Interactive Investor

Bricks and mortar build FTSE 100 rally

23rd August 2016 14:47

Harriet Mann from interactive investor

London's FTSE 100 this month made a potentially significant technical move on the charts that could make 7,000 very possible. Led by the housebuilders and miners, there was plenty to cheer Tuesday as the premier pack recovered a chunk of recent lost ground.

Falling as much as 9% after the European referendum, London's blue-chip index has since rallied by 20%, breaking above chart resistance this month as investors look to non-domestic earnings and themes.

A surprisingly good first half from Persimmon handed another round of ammunition to the housebuilder bulls as the sector moved closer to filling the dramatic post-Brexit gap-down. Persimmon is up 3.6% at 1,857p after boss Jeff Fairburn said visitors to sites was up 20% year on year and the private sale reservation rate was up 17%.
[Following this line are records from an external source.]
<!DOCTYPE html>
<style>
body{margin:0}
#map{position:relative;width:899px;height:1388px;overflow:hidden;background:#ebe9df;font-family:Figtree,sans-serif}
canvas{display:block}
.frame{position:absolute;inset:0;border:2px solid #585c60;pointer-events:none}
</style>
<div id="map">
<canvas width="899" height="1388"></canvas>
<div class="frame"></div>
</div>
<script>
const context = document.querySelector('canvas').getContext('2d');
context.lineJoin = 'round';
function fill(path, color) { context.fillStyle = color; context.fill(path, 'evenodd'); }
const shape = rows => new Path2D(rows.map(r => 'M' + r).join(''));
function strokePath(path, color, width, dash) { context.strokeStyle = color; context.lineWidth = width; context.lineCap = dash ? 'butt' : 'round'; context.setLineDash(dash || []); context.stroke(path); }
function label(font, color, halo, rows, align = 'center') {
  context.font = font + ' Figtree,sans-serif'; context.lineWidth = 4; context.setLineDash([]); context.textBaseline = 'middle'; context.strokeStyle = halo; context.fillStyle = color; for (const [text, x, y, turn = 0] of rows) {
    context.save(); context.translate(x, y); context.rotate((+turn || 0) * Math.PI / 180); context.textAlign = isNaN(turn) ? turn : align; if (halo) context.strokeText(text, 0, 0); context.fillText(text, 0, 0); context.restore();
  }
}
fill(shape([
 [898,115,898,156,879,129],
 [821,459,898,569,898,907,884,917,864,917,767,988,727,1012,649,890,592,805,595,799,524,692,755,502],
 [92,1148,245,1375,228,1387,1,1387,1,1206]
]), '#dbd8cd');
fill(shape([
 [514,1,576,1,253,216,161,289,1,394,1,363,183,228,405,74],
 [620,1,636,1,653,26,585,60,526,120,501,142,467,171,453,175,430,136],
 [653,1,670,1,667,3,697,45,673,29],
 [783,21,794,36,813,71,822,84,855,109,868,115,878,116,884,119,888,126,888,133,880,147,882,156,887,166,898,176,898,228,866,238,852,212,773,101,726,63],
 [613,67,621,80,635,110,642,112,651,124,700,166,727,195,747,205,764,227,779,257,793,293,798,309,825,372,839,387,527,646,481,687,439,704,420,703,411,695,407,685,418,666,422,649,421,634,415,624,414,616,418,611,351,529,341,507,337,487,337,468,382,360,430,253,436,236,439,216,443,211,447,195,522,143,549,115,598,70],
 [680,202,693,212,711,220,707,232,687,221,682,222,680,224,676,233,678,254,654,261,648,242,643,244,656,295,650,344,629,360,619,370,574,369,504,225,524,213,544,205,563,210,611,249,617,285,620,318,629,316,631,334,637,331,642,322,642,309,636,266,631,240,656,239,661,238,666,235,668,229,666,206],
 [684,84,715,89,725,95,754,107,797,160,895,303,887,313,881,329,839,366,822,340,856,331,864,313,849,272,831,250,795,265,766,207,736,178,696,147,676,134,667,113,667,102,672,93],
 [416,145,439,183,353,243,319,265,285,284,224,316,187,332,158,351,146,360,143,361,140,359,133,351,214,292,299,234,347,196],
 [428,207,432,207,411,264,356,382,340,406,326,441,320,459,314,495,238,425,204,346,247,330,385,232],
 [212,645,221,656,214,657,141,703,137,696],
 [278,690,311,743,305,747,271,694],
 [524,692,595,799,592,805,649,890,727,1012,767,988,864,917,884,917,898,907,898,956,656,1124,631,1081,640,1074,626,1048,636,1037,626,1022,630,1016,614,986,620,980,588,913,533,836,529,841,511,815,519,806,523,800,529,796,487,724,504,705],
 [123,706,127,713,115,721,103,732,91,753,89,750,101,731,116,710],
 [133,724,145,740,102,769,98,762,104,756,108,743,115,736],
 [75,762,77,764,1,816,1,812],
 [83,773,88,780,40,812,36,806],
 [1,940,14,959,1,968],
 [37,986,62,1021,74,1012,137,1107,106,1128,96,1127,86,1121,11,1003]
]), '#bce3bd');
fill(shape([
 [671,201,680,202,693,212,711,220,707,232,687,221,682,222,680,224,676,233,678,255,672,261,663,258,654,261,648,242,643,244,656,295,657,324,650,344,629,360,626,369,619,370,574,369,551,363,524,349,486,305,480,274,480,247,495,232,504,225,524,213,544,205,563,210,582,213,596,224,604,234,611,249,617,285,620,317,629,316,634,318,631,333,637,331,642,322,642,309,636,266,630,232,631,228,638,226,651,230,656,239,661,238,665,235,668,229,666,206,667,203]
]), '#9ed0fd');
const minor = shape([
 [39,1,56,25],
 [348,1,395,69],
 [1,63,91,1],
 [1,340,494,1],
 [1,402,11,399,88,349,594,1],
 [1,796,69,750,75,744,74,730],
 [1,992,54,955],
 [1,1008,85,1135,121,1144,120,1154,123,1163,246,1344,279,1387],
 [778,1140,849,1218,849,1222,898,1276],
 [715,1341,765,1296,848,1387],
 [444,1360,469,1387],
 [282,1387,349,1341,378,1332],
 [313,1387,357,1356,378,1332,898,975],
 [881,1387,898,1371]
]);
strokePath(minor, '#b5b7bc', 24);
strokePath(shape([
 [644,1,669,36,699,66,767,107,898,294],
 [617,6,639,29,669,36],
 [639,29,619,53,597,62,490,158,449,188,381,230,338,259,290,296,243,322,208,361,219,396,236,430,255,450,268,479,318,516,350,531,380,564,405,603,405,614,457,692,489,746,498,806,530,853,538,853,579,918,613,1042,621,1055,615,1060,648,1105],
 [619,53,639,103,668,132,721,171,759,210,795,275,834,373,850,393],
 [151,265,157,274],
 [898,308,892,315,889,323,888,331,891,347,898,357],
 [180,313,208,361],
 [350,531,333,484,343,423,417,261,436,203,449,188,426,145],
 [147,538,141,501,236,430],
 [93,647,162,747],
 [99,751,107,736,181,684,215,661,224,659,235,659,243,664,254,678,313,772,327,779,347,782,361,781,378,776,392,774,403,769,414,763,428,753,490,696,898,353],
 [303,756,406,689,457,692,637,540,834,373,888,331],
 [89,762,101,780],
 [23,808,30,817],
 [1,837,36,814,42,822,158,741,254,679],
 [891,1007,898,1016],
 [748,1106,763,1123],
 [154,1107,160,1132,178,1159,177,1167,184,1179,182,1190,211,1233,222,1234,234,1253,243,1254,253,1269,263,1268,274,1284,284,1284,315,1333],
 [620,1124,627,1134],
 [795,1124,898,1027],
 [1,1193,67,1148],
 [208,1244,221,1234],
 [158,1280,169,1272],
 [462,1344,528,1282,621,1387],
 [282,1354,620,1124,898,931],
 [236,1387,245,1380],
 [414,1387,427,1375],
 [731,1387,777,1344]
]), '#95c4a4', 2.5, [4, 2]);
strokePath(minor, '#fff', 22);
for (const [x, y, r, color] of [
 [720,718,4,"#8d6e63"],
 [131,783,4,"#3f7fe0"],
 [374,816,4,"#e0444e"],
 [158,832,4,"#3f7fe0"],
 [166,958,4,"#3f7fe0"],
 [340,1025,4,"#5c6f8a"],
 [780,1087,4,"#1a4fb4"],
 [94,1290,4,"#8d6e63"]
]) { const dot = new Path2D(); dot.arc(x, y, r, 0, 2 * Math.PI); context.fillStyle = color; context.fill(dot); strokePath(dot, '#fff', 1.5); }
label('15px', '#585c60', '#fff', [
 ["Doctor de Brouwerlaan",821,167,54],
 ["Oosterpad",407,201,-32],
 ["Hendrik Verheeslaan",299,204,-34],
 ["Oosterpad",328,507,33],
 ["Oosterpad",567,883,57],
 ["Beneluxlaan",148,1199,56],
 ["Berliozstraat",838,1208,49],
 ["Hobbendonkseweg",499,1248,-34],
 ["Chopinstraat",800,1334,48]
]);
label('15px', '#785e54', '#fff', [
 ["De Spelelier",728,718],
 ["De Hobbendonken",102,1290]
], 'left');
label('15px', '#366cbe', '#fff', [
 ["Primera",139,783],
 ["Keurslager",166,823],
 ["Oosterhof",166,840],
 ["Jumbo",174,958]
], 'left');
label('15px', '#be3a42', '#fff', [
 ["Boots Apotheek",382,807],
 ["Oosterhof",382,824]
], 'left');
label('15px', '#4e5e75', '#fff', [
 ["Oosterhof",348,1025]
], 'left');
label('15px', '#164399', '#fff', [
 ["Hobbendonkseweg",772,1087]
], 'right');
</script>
Overtaking Persimmon to take the top spot is Barratt Developments, however, which jumped 3.7% to 481p. Berkeley Group rose 3% and Taylor Wimpey 3.1%. Clearly, investors remain happy to take on the risk associated with this highly cyclical but lowly-rated sector, which currently offers prospective dividend yields of at least 6%.

Miners, the standout performers in 2016 so far, also went some way to making up for a two-day losing run. Anglo American, up 3.8% growth at 863p led the way, followed by BHP Billiton following a broker upgrade on better-than-expected potential for free cash flow. Rio Tinto, Glencore and Antofagasta chipped in, too.
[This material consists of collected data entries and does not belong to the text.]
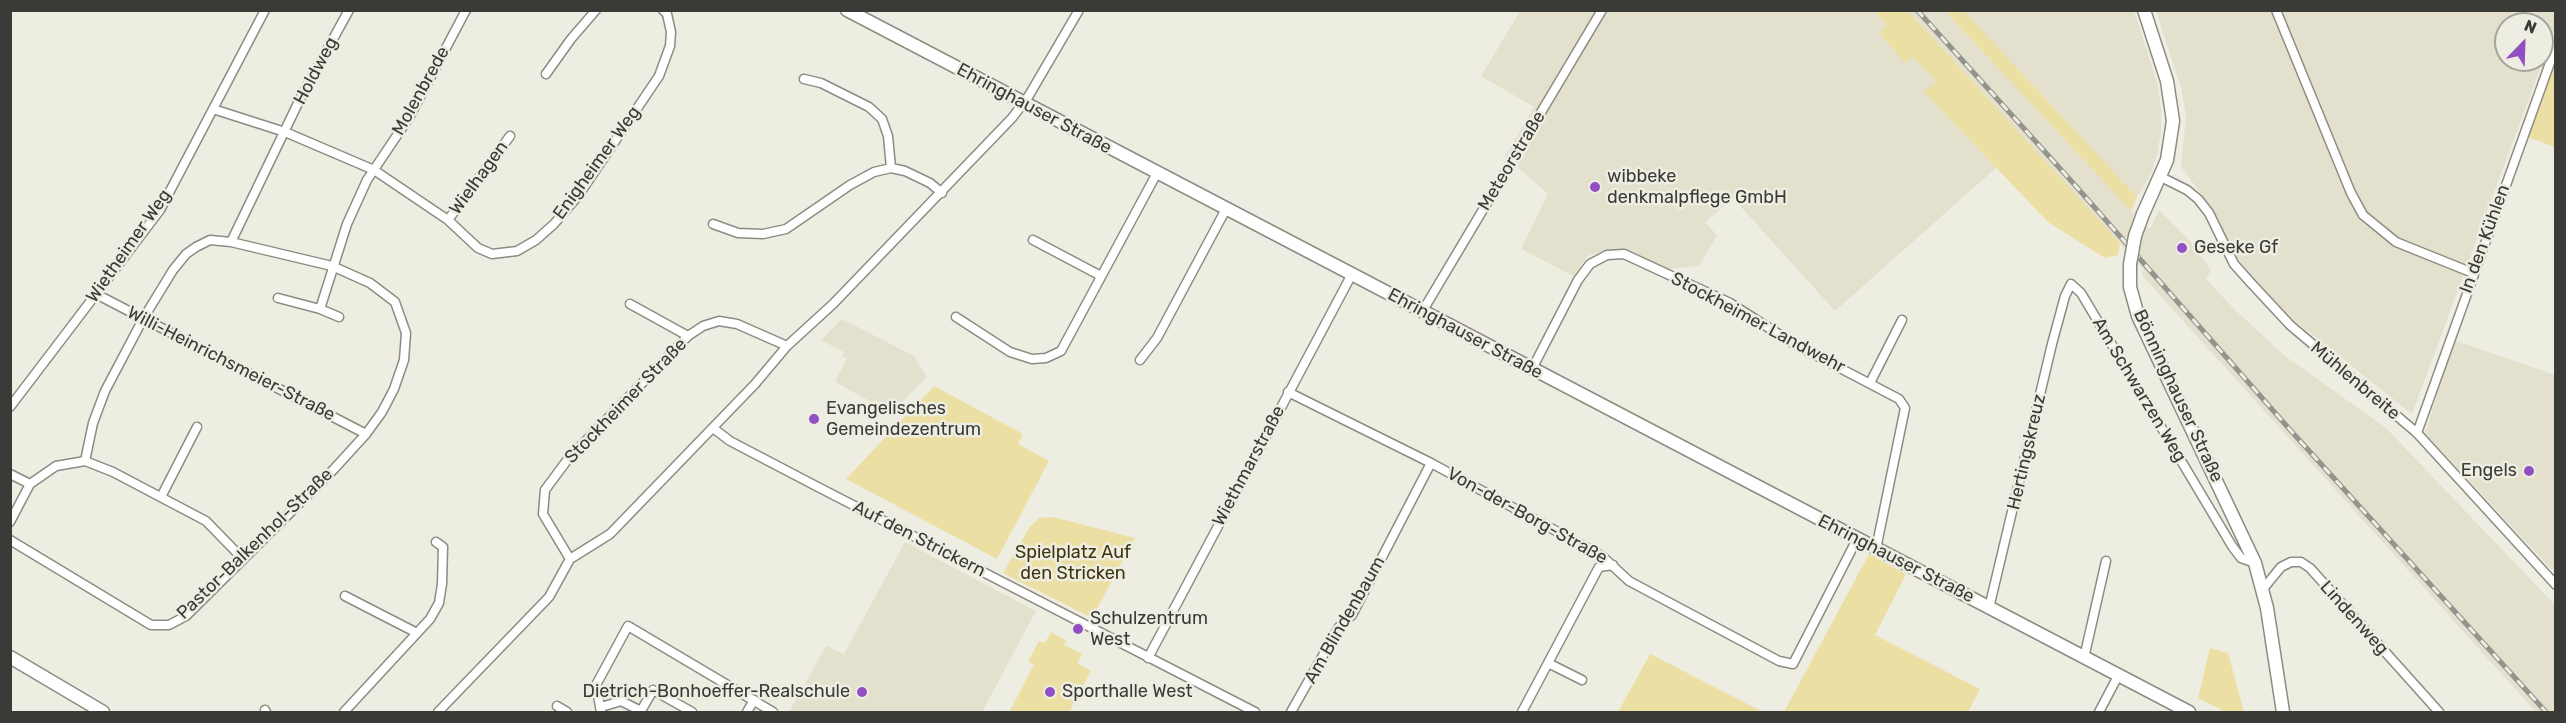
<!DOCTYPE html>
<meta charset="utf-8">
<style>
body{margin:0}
#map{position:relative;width:2566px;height:723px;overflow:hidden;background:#eeede2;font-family:Rubik,sans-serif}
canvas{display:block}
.frame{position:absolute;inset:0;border:12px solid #3a3a36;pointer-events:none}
.north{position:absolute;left:2494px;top:12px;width:60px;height:60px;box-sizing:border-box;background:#eeede2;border:2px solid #a6a59d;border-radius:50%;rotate:23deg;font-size:16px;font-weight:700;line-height:24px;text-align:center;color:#3a3a36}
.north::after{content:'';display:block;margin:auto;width:21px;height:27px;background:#924fc4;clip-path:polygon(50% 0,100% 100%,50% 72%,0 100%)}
</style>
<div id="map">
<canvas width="2566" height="723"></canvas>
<div class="frame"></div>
<div class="north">N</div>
</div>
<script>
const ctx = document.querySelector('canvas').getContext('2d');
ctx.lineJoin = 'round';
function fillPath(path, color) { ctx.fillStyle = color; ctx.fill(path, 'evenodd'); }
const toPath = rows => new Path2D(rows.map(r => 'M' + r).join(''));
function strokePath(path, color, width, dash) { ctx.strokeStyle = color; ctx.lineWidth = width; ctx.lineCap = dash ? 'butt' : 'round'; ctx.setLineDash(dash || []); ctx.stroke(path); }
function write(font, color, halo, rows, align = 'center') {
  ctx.font = font + ' Rubik,sans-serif'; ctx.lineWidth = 5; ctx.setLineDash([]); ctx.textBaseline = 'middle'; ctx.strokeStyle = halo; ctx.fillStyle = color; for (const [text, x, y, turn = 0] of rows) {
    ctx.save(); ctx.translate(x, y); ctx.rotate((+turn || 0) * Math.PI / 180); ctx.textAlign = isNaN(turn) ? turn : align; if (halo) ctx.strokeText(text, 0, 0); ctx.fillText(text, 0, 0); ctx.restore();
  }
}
fillPath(toPath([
 [1520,11,1874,11,1887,25,1879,33,1905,62,1913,57,1936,81,1925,92,1997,167,1835,311,1733,198,1705,222,1717,235,1699,266,1667,269,1629,251,1611,249,1587,256,1575,277,1521,249,1548,194,1505,156,1534,107,1481,76],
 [1908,11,1945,11,2131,211,2150,229,2159,210,2189,240,2211,270,2206,279,2234,309,2285,356,2386,428,2555,605,2555,712,2536,712,2148,282,2142,275,2144,270],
 [1964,11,2134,11,2158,85,2161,111,2161,133,2157,154,2150,175,2137,197],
 [2156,11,2555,11,2555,28,2412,414,2290,317,2251,276,2232,251,2209,204,2181,167,2186,114,2181,88],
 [2506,24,2542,24,2542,60,2506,60],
 [842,319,914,356,927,377,891,413,835,382,847,358,842,356,844,352,821,340],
 [2454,340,2555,375,2555,573,2425,433],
 [905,542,1036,611,982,712,789,712,826,646,844,654]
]), '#e3e0ce');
fillPath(toPath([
 [1874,11,1908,11,2120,243,2118,255,2105,258,2048,222,1924,92,1936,81,1913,57,1905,63,1879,33,1887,25],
 [1945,11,1964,11,2137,197,2131,211],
 [2555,62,2555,147,2528,137],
 [934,386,1023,434,1018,444,1049,461,997,559,846,479],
 [1053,517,1135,538,1092,618,1003,573,1029,528,1039,518],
 [1869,554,1906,574,1875,635,1980,689,1968,712,1784,712],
 [1051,632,1066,640,1064,645,1082,654,1077,663,1091,671,1069,712,1009,712,1034,665,1028,662,1039,641,1045,643],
 [2210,648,2228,653,2244,712,2226,712,2198,698],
 [1650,654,1763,712,1618,712]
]), '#ebdfa4');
const street = toPath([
 [2276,10,2351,193,2363,215,2396,242,2473,273],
 [546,74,571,39,596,10],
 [804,79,821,83,869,107,882,119,888,136,891,168,905,171,930,183,942,193],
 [213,109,285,132,374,170,448,220,478,248,492,254,517,251,536,240,554,224,578,196,659,76,670,46,671,32,667,14,663,10],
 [2161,177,2187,190,2198,199,2209,213,2234,264,2250,282,2290,325,2417,433,2556,585],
 [448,220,510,136],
 [713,224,738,233,763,234,786,229,850,185,874,172,891,168],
 [1033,240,1101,276],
 [96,294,366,434],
 [278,298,320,309,339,317],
 [630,304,688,336],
 [320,309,347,224,367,180,410,116,466,10],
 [1422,312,1602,10],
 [956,317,1010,352,1032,359,1046,358,1061,351,1157,173],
 [1140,360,1157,338,1226,209],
 [1532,369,1578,280,1590,264,1607,255,1624,254,1730,303,1794,344,1899,399,1905,408,1876,549],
 [1870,383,1902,320],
 [1288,392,1431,463,1602,556,1629,581,1779,661,1793,664,1857,539],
 [10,407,160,210,265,10],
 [713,428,730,441,816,486,1255,712],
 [2417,433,2556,46],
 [85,461,93,423,105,391,143,319,173,270,186,254,196,247,210,240,231,242],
 [10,474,30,484,10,522],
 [30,484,56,466,85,461,113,472,206,521,242,558],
 [161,497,197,427],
 [10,540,151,625,169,625,186,616,334,469,366,434,382,412,394,389,404,360,406,333,395,302,370,283,332,266,231,242,300,99,349,10],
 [570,559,543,514,545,490,568,459,688,336,703,326,719,321,737,324,787,346],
 [2263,589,2281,567,2291,562,2301,562,2310,568,2439,712],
 [345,596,417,633],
 [1989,608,2052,344,2065,296,2071,284,2081,293,2232,546,2241,558,2255,563],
 [1148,658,1352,274],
 [2084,658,2106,561],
 [1548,663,1582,680],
 [557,706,567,712],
 [601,707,621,701,641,711,653,690,692,712],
 [265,710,266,712],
 [344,712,430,619,439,603,442,584,443,547,436,542],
 [438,712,549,597,570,559,610,534,755,384,787,346,833,304,1012,118,1028,97,1079,10],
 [601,712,596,685,628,626,773,712],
 [747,712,754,700],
 [1291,712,1339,627,1352,615,1431,463],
 [1522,712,1599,567,1613,565],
 [2099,712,2118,676]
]);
const secondary = toPath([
 [847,10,2189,712],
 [2143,214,2167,160,2173,121,2167,81,2144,10],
 [2130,264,2130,287,2138,316,2255,563,2267,608,2283,712],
 [10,657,103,712]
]);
strokePath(street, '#8d8b82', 11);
strokePath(secondary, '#8d8b82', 15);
strokePath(street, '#fff', 8);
strokePath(secondary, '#fff', 12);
const rail = toPath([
 [1917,10,2074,184,2292,432,2546,712]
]);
strokePath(rail, '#94938c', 5);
strokePath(rail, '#eeede2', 3, [9]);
const secondaryBridge = toPath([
 [2130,264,2135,236,2143,214]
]);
strokePath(secondaryBridge, '#8d8b82', 15, []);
strokePath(secondaryBridge, '#fff', 12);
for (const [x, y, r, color] of [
 [1595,187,6,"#924fc4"],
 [2182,248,6,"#924fc4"],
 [814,419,6,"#924fc4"],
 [2529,471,6,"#924fc4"],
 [1078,629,6,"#924fc4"],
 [862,692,6,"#924fc4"],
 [1050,692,6,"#924fc4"]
]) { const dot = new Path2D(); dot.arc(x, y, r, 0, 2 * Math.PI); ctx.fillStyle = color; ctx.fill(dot); strokePath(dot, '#eeede2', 2); }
write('18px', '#3a3a36', '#eeede2', [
 ["Holdweg",316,71,-62],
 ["Molenbrede",421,91,-61],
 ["Ehringhauser Straße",1034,109,28],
 ["Meteorstraße",1512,161,-59],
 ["Enigheimer Weg",597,163,-54],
 ["Wielhagen",479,178,-54],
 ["In den Kühlen",2485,239,-70],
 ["Wietheimer Weg",129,246,-55],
 ["Stockheimer Landwehr",1758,323,28],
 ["Ehringhauser Straße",1465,334,28],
 ["Willi-Heinrichsmeier-Straße",231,364,27],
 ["Mühlenbreite",2355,381,40],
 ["Am Schwarzen Weg",2139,390,59],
 ["Bönninghauser Straße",2178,396,65],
 ["Stockheimer Straße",626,401,-46],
 ["Hertingskreuz",2027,452,-77],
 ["Wiethmarstraße",1249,466,-62],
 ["Von-der-Borg-Straße",1527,516,29],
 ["Auf den Strickern",919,539,27],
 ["Pastor-Balkenhol-Straße",255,544,-44],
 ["Ehringhauser Straße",1896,559,27],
 ["Lindenweg",2354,618,48],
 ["Am Blindenbaum",1345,620,-60]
]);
write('18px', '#3a3a36', '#eeede2', [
 ["wibbeke",1607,177],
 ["denkmalpflege GmbH",1607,198],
 ["Geseke Gf",2194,248],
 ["Evangelisches",826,409],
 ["Gemeindezentrum",826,430],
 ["Engels",2517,471,"right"],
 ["Schulzentrum",1090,619],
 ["West",1090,640],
 ["Dietrich-Bonhoeffer-Realschule",850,692,"right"],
 ["Sporthalle West",1062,692]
], 'left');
write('18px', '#3d350b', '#eeede2', [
 ["Spielplatz Auf",1073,553],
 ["den Stricken",1073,574]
]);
</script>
Supermarket Tesco was also basking in the sun, up at a five-week high as the recent good weather and Olympics helped slow falling sales. Latest data from Kantar Worldpanel showed sales down just 0.4% in the 12 weeks to 12 August, its slowest rate of decline for six months. A 17-month trend of falling sales could be about to reverse.

Losses were subdued on the other side of the blue-chip coin, with Mediclinic International the worst performer, down 1.4% at 1,071p. London Stock Exchange, caterer Compass and high-flying Irish builder CRH also feature among the dozen laggards.

With the oil price losing ground, growth is more subdued among the explorers and producers, too, with BP up a fraction and Royal Dutch Shell tipped into the red.

Among the mid-caps, JRP Group is rocketing. The group, merged from the Just Retirement and Partnership businesses, has had a rotten run, but is up 17% Tuesday following a positive trading statement ahead of interim results on 15 September.

"Trading at c52% of our 2016F IFRS [net asset value] of c170p and at 44% of the end June 2016 embedded value, the stock is materially undervalued," reckons Eamonn Flanagan at Shore Capital.

This article is for information and discussion purposes only and does not form a recommendation to invest or otherwise. The value of an investment may fall. The investments referred to in this article may not be suitable for all investors, and if in doubt, an investor should seek advice from a qualified investment adviser.